Original title or aka: Avec amour et acharnement

Director: Claire Denis
Starring: Juliet Binoche, Vincent Lindon, Gregoire Colin, Bulle Ogier, and Issa Perica
Distributor: Other
Runtime: 116 mins. Reviewed in Aug 2022
Reviewer: Peter W Sheehan
| JustWatch |
Rating notes: Strong sex scenes

This subtitled French film tells the story of an ex-lover reappearing after a long absence which destabilises the relationship between the woman who loved him in the past, and the man she left him for.

This French romantic drama was written by the film’s director, Claire Denis and Christine Angot, and is based on the novel, Un tournant de la vie written in 2018 by Christine Angot. The movie was awarded the Silver Bear for Direction at the 72nd Berlin International Festival in 2022. The film appears under three titles: two of them are as noted above, and the third one is Fire, which is the movie-classification title that signals the strength of the interactions that the film depicts.

Sara (Binoche) and Jean (Lindon) are a middle-age couple, who have been married for a long time. The film opens with scenes of them on vacation, showing their love for each other. Sara works as a radio host of an upmarket talk show that blends talk with music; and Jean is a former rugby player with a prison record behind him and has spent several periods behind bars for unstated crimes. Jean has an alienated teenage son, Marcus (Perica), from a cross-racial previous marriage, and Marcus lives unhappily with Jean’s mother, Nelly (Ogier).

Before marrying Jean, Sara was living with Francois (Colin), who was Jean’s business partner; Francois was also Jean’s best friend, and Sara left Francois after a passionate encounter with Jean. One day, Sara catches sight of Francois on a city street while she is walking to work in Paris. Francois is planning to contact Jean to ask him whether he and Jean can establish an agency together, but there are reasons why Francois’ return may not be a coincidence.

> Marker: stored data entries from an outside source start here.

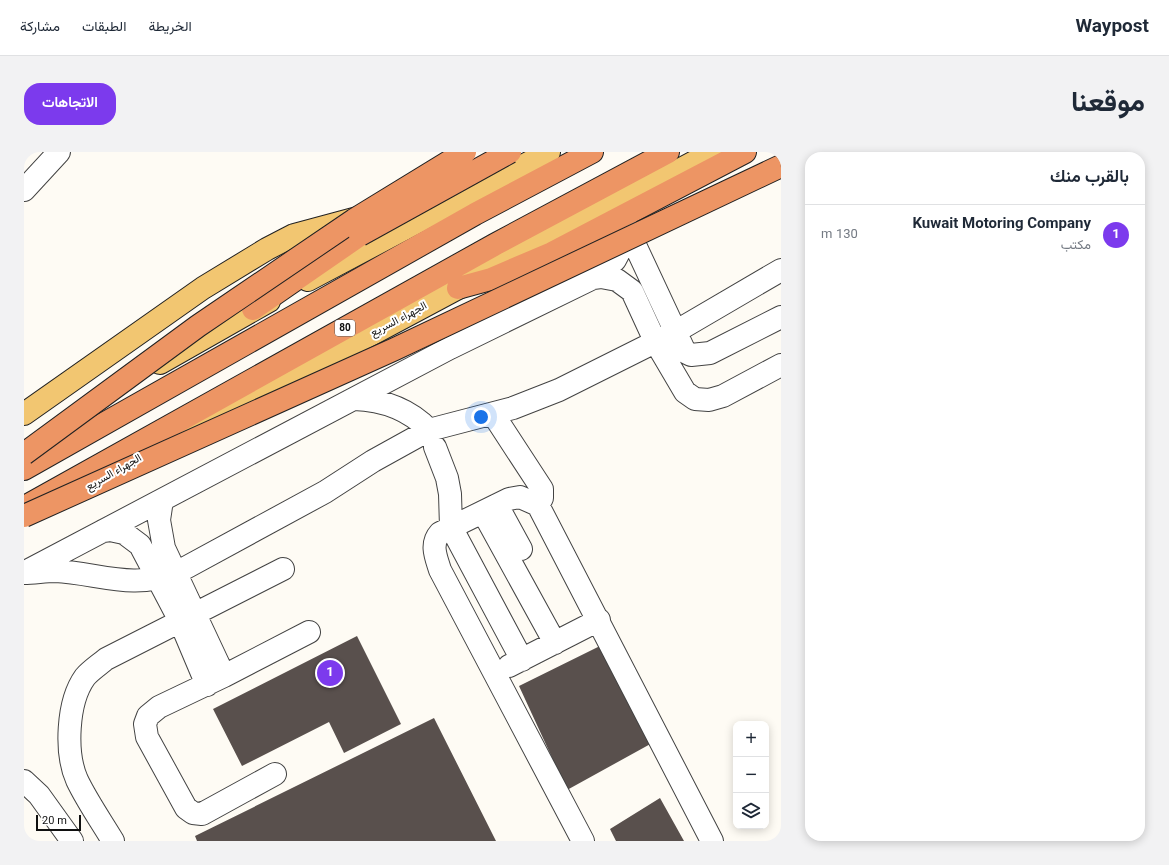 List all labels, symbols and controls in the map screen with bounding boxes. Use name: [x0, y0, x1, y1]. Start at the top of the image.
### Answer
text: Waypost: [1075, 13, 1149, 42]
text: مشاركة: [20, 17, 60, 39]
text: الطبقات: [82, 17, 126, 39]
text: الخريطة: [148, 17, 192, 39]
text: موقعنا: [1071, 82, 1145, 126]
button: الاتجاهات: [24, 83, 116, 125]
text: بالقرب منك: [1050, 165, 1129, 191]
text: Kuwait Motoring Company: [912, 213, 1091, 236]
text: 130 m: [821, 225, 858, 245]
text: 1: [1112, 225, 1120, 245]
text: مكتب: [1061, 236, 1091, 256]
street label: الجهراء السريع: [368, 298, 430, 342]
road number: 80: [335, 320, 355, 336]
your location: [471, 407, 491, 427]
street label: الجهراء السريع: [83, 450, 145, 496]
pin: 1: [317, 658, 343, 688]
map controls: [733, 721, 769, 829]
button: +: [733, 721, 769, 757]
button: −: [733, 757, 769, 793]
button: layers: [733, 793, 769, 829]
scale bar: [36, 813, 81, 832]
text: 20 m: [42, 813, 67, 830] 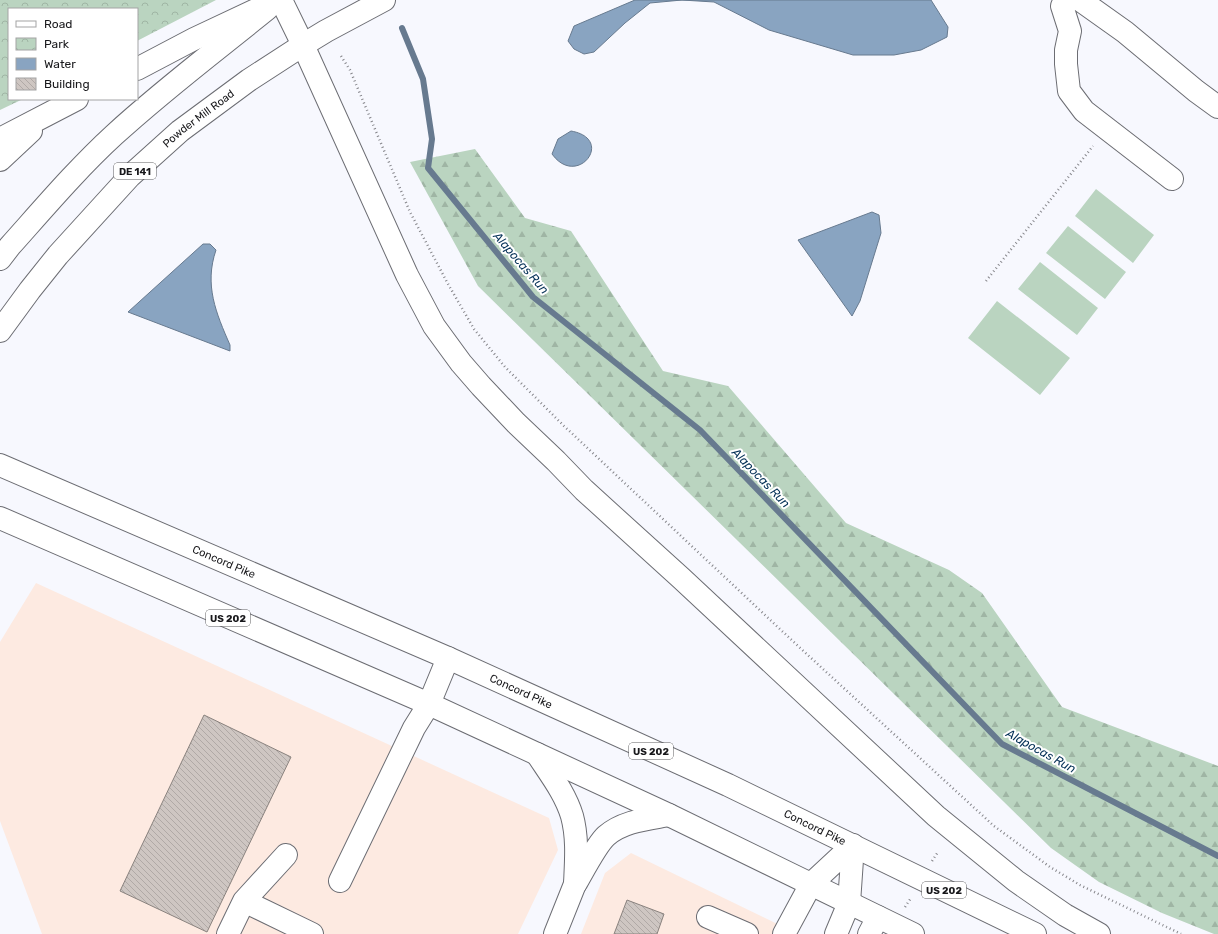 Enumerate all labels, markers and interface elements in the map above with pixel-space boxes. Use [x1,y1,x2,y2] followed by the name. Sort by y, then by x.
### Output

Francois’ reappearance seriously threatens Sara’s relationship with Jean, and is a destabilising force in her marriage. At home, Sara and Jean quarrel with each other about what has happened, and is happening, and both decide to hide how they really feel. Their stable life has been ruptured abruptly by a shared past, and their arguments together reveal telling signs of underlying emotional conflict. Sara emotionally wants both her husband and her ex-lover, and she knows she is wounding the man, who is her husband, by what she is feeling and doing.

This is an infidelity drama that is toughly directed by Claire Denis, and its sexual scenes are intense. It is a film of deception and passion, that powerfully bares conflicting human emotions. The film attempts to capture a huge emotional range. Sara panics as her sexual desire for Francois returns, and Jean begins to rage at his perceived loss of his wife’s passion for him – which was strongly portrayed in the scenes that opened the film. The reunion of Sara and Francois under Denis’ probing direction reasserts the reality of what Jean suspects, and Binoche expresses the conflicts demanded of her character by impressive acting.

Sara slowly disintegrates in the crisis of being caught emotionally between her husband and her ex-lover. The film becomes a tense, erotic tale, and Denis directs her film by highlighting the coincidences of life that form the background to major life-decisions. The film builds strong tension by magnifying minor events into occurrences that have strong emotional urgency, and the musical soundtrack lets viewers know that something of consequence is occurring now, or will happen soon. The film also subtly skirts the dividing line between tragedy and melodrama – Sara encourages Jean to work with Francois, while knowing at the same time that she shouldn’t do so.

This movie is a slow-burn thriller of a love triangle in which the ambiguities of love, passion, and betrayal play out in a complicated way. The film is essentially about control and freedom in sexual relationships, and Denis, as director, dramatically, and ably, demonstrates the impossibility of holding onto genuine love, when betrayal occurs to destroy it.